Enfin, il a décidé d'aborder le sujet de front dans ce dernier (en date) roman, Exit le fantôme, dont je vais essayer de résumer brièvement l'intrigue. Nathan Zuckermann, devenu, en vieillissant, l'ombre de lui-même, quitte sa retraite montagneuse pour se rendre à New York afin d'y subir une opération. Il tombe là-bas par hasard sur une petite annonce, rédigée par un couple d'écrivains new-yorkais, proposant un échange de maisons pour un an. Intéressé, il décide de les rencontrer et reste fasciné par la jeune femme (de 30 ans, on y revient toujours...), qui l'arrache à son ataraxie septuagénaire.
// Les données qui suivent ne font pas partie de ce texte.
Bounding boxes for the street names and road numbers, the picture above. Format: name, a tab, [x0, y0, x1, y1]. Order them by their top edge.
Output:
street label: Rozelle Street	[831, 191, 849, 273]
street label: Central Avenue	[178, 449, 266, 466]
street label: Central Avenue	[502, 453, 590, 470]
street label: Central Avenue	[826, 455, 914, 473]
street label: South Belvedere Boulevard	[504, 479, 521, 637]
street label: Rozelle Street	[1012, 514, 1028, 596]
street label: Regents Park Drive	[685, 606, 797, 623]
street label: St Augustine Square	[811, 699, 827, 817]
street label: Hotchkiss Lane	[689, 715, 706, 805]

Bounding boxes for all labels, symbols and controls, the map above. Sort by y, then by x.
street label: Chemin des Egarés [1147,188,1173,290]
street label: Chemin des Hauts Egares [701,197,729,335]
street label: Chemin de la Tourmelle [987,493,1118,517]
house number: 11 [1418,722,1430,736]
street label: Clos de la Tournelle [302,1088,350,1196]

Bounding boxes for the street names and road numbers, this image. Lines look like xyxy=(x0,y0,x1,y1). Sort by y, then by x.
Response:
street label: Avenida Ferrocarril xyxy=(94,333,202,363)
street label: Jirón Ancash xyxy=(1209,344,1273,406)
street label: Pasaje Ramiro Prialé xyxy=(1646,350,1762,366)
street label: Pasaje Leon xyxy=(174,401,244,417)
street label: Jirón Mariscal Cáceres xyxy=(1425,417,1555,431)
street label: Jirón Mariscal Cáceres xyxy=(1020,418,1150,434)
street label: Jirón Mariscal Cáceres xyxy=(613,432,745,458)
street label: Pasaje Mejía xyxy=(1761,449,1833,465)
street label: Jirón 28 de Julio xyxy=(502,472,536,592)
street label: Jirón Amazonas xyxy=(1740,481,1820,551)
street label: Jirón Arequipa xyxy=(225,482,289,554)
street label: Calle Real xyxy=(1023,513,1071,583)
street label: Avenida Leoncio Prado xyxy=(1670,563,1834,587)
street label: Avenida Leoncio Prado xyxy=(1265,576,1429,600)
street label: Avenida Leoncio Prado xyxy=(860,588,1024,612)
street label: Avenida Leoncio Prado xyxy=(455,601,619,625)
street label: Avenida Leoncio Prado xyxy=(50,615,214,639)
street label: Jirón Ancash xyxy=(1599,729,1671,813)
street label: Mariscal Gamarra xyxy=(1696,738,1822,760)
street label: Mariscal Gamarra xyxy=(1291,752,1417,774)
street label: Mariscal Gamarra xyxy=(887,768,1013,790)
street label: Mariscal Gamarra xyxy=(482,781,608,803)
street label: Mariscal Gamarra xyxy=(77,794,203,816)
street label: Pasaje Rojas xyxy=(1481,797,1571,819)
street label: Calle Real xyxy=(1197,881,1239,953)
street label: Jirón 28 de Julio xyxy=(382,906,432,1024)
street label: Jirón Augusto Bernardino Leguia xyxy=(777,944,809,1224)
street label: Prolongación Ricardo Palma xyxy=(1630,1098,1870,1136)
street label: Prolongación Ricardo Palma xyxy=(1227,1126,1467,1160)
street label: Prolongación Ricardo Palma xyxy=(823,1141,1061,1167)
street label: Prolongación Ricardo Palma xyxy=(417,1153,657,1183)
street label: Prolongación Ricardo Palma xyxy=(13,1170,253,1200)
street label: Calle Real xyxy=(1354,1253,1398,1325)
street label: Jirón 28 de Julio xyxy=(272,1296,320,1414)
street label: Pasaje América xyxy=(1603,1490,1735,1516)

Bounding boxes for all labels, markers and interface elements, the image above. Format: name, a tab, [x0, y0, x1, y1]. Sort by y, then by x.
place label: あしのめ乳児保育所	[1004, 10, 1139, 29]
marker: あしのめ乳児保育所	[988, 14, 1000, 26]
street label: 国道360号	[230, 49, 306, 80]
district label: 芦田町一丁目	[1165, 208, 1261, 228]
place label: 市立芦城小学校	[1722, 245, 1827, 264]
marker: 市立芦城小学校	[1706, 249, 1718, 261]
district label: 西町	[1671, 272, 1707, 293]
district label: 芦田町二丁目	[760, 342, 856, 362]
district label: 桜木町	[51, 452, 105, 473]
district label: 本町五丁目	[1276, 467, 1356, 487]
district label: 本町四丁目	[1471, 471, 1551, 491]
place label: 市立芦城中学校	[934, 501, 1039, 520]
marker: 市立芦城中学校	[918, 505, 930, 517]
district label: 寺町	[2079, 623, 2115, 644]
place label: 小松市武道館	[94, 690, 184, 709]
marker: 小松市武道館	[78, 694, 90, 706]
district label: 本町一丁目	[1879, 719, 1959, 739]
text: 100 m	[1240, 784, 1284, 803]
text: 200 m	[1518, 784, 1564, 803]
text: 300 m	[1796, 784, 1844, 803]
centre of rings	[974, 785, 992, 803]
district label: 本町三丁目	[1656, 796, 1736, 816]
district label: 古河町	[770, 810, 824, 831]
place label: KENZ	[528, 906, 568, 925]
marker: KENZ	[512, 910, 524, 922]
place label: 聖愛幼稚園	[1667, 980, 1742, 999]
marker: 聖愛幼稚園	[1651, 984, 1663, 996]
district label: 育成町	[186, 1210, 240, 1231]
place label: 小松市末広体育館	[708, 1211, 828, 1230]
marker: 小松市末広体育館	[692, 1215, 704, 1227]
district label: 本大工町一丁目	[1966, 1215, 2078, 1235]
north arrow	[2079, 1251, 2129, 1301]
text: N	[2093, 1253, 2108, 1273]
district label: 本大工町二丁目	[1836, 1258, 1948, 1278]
Il rencontre par la même occasion un ami du couple, Richard Kliman, ancien amant de la jeune femme, prêt à tout pour rédiger la biographie de l'ancien maître de Zuckermann, un écrivain désormais oublié, que Kliman entend ramener à la lumière en révélant le "grand secret" qui fournirait aussi la clef de son oeuvre.
Comme à l'accoutumée, c'est dense (un peu moins néanmoins que d'autres), c'est noir, sans grand espoir, mais profond. On peut y lire, en filigrane, outre une allusion assez explicite au Nobel (qu'il doit avoir l'an prochain impérativement !!!), les interrogations de Philip Roth sur ce que deviendra sa propre oeuvre après sa mort : ses stratégies d'évitement de l'autobiographie n'empêcheront pas les biographes de se mettre au travail. Cependant, il leur aura sérieusement miné le terrain en mêlant constamment expérience, fiction, mise en abyme, intra- et intertextualité.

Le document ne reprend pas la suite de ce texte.